Except as otherwise provided herein (see "Claims Fiduciary" below) the Plan Administrator has the exclusive right and discretion to interpret the terms and conditions of the Plan, and to decide all matters arising in its administration and operation, including questions of fact and issues pertaining to eligibility for, and the amount of, benefits to be paid by the Plans. Any such interpretation or decision shall, subject to the claims procedure described herein, be conclusive and binding on all interested persons, and shall, consistent with the Plans' terms and conditions, be applied in a uniform manner to all similarly situated participants and their covered dependents. The Plan Administrator may delegate certain discretionary authority to one or more individuals, entities, or committees.

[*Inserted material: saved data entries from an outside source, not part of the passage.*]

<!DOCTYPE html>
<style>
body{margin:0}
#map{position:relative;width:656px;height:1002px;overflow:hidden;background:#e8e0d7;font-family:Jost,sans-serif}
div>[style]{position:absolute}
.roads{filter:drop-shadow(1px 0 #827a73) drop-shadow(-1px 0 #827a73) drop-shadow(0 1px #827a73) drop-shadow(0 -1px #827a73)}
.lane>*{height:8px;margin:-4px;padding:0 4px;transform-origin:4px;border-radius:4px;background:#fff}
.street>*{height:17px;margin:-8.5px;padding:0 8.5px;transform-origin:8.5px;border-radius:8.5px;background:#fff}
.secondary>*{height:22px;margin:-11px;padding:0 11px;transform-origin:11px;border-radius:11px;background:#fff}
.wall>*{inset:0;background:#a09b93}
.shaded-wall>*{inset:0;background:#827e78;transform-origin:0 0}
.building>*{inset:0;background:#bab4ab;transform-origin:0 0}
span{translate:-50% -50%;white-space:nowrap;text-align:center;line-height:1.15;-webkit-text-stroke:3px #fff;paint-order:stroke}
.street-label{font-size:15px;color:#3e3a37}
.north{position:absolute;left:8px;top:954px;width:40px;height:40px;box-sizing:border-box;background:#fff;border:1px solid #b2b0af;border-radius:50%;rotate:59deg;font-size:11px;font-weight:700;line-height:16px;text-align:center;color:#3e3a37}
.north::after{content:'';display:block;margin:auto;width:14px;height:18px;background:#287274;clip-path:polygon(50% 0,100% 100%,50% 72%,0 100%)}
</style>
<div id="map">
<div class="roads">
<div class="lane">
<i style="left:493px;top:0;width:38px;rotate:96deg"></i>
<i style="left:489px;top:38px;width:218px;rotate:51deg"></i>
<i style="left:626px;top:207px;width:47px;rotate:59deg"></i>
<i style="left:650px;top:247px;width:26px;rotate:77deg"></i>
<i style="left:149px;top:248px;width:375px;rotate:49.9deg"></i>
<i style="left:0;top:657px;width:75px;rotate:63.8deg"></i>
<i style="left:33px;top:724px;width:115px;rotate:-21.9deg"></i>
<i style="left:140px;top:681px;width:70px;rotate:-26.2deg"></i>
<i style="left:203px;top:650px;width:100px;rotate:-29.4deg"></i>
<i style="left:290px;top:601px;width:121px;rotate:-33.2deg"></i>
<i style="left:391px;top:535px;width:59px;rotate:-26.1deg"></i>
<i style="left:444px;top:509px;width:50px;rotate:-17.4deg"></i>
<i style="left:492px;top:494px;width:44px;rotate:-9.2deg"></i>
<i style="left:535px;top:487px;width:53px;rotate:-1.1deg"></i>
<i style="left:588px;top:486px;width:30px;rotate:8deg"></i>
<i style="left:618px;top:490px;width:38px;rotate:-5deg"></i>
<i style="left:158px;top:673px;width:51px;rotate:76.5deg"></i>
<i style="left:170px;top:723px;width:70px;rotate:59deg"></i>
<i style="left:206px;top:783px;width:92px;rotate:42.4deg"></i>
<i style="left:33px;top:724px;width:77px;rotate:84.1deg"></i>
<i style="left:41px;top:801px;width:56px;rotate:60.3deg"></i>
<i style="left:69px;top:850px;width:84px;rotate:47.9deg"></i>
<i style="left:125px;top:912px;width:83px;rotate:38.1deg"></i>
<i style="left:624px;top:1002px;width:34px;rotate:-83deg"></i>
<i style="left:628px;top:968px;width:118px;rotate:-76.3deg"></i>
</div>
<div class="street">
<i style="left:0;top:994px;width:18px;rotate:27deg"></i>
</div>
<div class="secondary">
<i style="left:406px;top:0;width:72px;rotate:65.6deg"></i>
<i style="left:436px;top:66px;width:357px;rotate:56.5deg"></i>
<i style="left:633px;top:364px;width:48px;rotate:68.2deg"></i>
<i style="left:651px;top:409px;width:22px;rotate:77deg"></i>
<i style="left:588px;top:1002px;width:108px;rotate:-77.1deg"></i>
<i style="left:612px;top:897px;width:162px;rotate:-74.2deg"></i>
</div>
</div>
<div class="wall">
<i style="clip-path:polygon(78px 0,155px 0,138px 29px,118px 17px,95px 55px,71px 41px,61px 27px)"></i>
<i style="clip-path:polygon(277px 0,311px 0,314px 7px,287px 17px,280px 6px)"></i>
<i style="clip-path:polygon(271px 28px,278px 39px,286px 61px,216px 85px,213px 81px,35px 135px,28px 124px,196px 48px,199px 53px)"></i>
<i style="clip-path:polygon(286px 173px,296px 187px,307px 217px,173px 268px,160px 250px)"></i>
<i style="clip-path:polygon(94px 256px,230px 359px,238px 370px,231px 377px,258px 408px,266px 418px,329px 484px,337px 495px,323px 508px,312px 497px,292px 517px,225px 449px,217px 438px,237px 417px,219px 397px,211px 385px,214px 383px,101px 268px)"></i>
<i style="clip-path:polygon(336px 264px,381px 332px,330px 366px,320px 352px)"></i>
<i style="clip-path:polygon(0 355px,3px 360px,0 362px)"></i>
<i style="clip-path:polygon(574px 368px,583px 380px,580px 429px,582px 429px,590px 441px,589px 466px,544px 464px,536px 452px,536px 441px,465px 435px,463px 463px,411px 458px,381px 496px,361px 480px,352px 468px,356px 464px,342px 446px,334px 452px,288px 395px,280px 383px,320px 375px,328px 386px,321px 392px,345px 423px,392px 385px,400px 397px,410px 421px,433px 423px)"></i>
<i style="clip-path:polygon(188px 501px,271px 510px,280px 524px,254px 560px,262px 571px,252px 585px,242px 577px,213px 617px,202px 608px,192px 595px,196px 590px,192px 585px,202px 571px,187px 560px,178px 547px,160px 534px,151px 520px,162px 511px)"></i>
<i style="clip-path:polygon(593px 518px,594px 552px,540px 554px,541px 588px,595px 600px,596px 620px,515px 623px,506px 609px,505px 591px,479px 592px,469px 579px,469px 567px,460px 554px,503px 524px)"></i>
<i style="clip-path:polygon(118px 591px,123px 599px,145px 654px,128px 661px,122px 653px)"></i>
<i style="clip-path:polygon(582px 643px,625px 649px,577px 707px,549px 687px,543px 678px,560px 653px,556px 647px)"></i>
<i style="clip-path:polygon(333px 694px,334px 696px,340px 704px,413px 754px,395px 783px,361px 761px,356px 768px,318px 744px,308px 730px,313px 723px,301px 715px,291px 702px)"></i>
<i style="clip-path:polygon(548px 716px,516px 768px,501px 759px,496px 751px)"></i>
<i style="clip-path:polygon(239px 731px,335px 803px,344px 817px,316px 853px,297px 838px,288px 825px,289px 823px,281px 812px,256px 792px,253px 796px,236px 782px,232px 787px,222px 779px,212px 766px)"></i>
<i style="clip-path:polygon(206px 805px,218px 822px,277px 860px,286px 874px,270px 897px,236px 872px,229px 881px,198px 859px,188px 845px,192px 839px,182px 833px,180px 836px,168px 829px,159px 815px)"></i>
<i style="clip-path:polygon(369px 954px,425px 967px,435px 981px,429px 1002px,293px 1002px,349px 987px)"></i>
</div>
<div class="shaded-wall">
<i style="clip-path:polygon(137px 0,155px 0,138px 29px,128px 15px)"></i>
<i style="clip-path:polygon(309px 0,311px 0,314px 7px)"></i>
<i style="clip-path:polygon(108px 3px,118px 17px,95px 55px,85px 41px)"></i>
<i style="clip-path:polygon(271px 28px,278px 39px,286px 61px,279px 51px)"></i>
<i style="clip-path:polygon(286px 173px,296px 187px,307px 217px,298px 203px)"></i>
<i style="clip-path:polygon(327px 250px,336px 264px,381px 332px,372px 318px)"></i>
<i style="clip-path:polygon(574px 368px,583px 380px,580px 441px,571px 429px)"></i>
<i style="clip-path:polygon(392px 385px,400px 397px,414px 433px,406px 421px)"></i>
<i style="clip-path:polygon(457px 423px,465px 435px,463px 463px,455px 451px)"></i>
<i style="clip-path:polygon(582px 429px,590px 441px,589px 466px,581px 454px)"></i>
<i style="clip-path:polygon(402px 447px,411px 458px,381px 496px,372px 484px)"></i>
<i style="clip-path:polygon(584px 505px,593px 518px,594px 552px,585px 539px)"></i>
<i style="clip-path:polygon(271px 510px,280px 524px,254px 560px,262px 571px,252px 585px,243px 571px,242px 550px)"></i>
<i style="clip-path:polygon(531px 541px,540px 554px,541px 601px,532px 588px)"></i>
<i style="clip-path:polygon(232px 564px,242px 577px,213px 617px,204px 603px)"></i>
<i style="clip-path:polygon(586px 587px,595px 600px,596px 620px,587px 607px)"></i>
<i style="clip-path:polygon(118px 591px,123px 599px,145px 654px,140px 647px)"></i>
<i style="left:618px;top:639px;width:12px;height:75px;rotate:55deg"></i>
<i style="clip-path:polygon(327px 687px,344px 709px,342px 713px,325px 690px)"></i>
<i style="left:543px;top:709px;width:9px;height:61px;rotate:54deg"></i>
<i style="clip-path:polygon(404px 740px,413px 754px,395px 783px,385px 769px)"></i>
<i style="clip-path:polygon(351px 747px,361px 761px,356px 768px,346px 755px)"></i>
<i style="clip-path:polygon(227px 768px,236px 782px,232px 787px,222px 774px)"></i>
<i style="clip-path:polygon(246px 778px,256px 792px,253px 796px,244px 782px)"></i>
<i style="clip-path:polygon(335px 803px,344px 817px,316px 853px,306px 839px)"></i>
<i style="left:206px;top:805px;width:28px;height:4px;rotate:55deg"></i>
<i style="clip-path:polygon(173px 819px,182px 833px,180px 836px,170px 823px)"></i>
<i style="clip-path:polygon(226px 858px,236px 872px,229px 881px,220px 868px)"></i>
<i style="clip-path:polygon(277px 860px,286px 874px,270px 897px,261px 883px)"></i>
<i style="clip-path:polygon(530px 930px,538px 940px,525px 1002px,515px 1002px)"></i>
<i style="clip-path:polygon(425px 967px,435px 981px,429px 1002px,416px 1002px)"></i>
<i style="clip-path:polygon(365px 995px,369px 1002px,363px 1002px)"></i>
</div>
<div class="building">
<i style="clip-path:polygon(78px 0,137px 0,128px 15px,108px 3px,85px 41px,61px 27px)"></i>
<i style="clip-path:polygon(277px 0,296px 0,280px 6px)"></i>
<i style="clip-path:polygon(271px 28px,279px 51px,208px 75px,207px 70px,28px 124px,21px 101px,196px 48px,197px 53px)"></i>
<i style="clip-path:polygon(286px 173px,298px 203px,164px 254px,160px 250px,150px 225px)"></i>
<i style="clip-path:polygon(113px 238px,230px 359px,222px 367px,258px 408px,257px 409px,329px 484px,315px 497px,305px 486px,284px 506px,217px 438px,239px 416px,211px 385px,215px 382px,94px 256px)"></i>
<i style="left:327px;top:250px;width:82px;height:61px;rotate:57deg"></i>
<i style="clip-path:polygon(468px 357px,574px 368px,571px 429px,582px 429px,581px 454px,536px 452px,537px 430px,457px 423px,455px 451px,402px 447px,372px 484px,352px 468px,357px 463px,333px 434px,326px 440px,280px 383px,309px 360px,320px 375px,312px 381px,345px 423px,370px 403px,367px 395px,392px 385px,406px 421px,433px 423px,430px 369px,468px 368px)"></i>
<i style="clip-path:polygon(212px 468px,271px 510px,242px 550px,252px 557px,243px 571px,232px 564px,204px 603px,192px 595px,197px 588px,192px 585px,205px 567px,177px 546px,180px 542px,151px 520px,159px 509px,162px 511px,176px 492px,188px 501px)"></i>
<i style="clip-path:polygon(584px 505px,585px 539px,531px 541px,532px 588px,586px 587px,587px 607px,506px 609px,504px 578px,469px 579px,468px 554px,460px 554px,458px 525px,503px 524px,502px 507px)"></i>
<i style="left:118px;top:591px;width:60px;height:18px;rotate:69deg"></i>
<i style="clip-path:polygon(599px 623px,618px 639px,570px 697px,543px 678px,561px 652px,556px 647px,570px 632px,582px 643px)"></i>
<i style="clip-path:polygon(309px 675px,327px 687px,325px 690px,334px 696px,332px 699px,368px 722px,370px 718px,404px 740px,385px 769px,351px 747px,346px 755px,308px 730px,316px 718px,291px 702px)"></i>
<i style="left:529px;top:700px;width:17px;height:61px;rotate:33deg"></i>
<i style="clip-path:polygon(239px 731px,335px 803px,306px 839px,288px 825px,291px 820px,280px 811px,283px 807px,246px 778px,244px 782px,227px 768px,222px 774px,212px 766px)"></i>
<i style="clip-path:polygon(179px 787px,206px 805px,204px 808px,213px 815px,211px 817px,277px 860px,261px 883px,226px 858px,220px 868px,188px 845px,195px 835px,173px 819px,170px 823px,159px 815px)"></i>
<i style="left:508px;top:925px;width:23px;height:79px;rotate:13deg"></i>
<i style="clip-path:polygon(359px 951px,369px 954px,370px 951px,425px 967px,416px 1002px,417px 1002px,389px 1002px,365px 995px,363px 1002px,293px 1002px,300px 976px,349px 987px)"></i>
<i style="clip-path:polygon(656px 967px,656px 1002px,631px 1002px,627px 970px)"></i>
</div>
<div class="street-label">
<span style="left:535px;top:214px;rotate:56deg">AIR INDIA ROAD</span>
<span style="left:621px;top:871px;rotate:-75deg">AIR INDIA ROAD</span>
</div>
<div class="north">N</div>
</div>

Your participation in the Plan does not guarantee your continued employment with the company. If you quit, are discharged or laid off, this Plan does not give you a right to any benefit or interest in the Plan except as specifically provided in the Plan document.

Future of the Plan

The company intends to continue the Plan at this time. However, the company reserves the right to amend, change or end the Plan, in whole or in part, at any time for any reason.

Plan Type

  • The Plan is a group health benefit plan providing:
  • hospital expense coverage
  • surgical expense coverage
  • major medical expense coverage

Source of Funding

The Plan is funded by company and participant contributions. Benefits are paid solely from Plan funds.

Plan year

The Plan year begins on January 1, 2006 and ends the following December 31, 2006.

Claims Administrator

The Plan Administrator has delegated certain administrative functions to the Claims Administrator. The Claims Administrator is Lumenos.

Claims Fiduciary

The Claims Fiduciary identified below has been delegated with the final and binding discretionary authority to decide all questions of fact and to interpret the terms of the plan for the purposes of making benefit claim determinations. The Claims Fiduciary is Lumenos.

Notice Regarding Cost Sharing And Certain Discounts

Some of the contracts with medical, dental, and vision providers may allow discounts, allowance, incentives, adjustments and settlements. These amounts are for the sole benefit of the Plan and the Plan will retain any such payments. Claims submitted to the Plan may have copayment and the Deductible amounts calculated according to the provider's charge for covered expenses without regard to the applicable discounts, allowances, or incentives.